- Records shown:
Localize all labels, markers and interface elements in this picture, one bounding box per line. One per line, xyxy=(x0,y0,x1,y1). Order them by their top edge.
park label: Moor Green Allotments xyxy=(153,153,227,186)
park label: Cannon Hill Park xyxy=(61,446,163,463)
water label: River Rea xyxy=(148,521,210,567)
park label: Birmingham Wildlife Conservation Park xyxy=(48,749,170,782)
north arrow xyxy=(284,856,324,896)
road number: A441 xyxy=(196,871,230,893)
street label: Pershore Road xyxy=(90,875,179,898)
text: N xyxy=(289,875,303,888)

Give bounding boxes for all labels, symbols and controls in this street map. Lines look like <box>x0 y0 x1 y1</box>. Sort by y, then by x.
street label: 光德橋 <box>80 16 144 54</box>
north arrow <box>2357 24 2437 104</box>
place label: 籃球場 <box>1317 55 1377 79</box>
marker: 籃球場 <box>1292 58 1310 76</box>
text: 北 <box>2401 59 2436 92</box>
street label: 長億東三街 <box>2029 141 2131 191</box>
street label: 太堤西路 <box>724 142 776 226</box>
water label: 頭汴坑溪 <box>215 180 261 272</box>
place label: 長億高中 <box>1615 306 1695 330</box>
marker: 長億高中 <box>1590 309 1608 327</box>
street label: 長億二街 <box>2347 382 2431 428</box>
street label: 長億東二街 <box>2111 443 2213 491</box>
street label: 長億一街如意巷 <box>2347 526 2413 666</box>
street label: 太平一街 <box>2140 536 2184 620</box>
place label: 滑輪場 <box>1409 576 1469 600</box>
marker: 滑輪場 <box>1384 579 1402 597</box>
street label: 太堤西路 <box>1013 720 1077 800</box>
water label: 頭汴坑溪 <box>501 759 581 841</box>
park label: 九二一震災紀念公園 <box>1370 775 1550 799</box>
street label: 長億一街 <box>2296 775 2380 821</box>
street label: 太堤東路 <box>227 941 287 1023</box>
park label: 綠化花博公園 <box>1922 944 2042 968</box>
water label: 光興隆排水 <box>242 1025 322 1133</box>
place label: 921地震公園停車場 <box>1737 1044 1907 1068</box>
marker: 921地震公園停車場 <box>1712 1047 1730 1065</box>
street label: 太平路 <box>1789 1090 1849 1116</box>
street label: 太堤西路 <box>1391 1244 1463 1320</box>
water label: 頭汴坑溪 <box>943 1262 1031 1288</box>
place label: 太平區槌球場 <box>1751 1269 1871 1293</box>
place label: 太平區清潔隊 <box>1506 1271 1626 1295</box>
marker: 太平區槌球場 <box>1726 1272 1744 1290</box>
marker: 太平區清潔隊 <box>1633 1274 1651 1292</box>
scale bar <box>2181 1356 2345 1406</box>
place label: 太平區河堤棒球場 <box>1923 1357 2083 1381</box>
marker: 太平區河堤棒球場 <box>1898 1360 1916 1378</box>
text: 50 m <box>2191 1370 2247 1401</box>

- What is needed: Write every line of the entries again, word for word.

- Result for this task:
Localize all labels, markers and interface elements in this picture, one bounding box per line. One per line, xyxy=(x0,y0,x1,y1). Order them by their top edge.
park label: Moor Green Allotments xyxy=(153,153,227,186)
park label: Cannon Hill Park xyxy=(61,446,163,463)
water label: River Rea xyxy=(148,521,210,567)
park label: Birmingham Wildlife Conservation Park xyxy=(48,749,170,782)
north arrow xyxy=(284,856,324,896)
road number: A441 xyxy=(196,871,230,893)
street label: Pershore Road xyxy=(90,875,179,898)
text: N xyxy=(289,875,303,888)

Give bounding boxes for all labels, symbols and controls in this street map. Lines look like <box>x0 y0 x1 y1</box>. Sort by y, then by x.
street label: 光德橋 <box>80 16 144 54</box>
north arrow <box>2357 24 2437 104</box>
place label: 籃球場 <box>1317 55 1377 79</box>
marker: 籃球場 <box>1292 58 1310 76</box>
text: 北 <box>2401 59 2436 92</box>
street label: 長億東三街 <box>2029 141 2131 191</box>
street label: 太堤西路 <box>724 142 776 226</box>
water label: 頭汴坑溪 <box>215 180 261 272</box>
place label: 長億高中 <box>1615 306 1695 330</box>
marker: 長億高中 <box>1590 309 1608 327</box>
street label: 長億二街 <box>2347 382 2431 428</box>
street label: 長億東二街 <box>2111 443 2213 491</box>
street label: 長億一街如意巷 <box>2347 526 2413 666</box>
street label: 太平一街 <box>2140 536 2184 620</box>
place label: 滑輪場 <box>1409 576 1469 600</box>
marker: 滑輪場 <box>1384 579 1402 597</box>
street label: 太堤西路 <box>1013 720 1077 800</box>
water label: 頭汴坑溪 <box>501 759 581 841</box>
park label: 九二一震災紀念公園 <box>1370 775 1550 799</box>
street label: 長億一街 <box>2296 775 2380 821</box>
street label: 太堤東路 <box>227 941 287 1023</box>
park label: 綠化花博公園 <box>1922 944 2042 968</box>
water label: 光興隆排水 <box>242 1025 322 1133</box>
place label: 921地震公園停車場 <box>1737 1044 1907 1068</box>
marker: 921地震公園停車場 <box>1712 1047 1730 1065</box>
street label: 太平路 <box>1789 1090 1849 1116</box>
street label: 太堤西路 <box>1391 1244 1463 1320</box>
water label: 頭汴坑溪 <box>943 1262 1031 1288</box>
place label: 太平區槌球場 <box>1751 1269 1871 1293</box>
place label: 太平區清潔隊 <box>1506 1271 1626 1295</box>
marker: 太平區槌球場 <box>1726 1272 1744 1290</box>
marker: 太平區清潔隊 <box>1633 1274 1651 1292</box>
scale bar <box>2181 1356 2345 1406</box>
place label: 太平區河堤棒球場 <box>1923 1357 2083 1381</box>
marker: 太平區河堤棒球場 <box>1898 1360 1916 1378</box>
text: 50 m <box>2191 1370 2247 1401</box>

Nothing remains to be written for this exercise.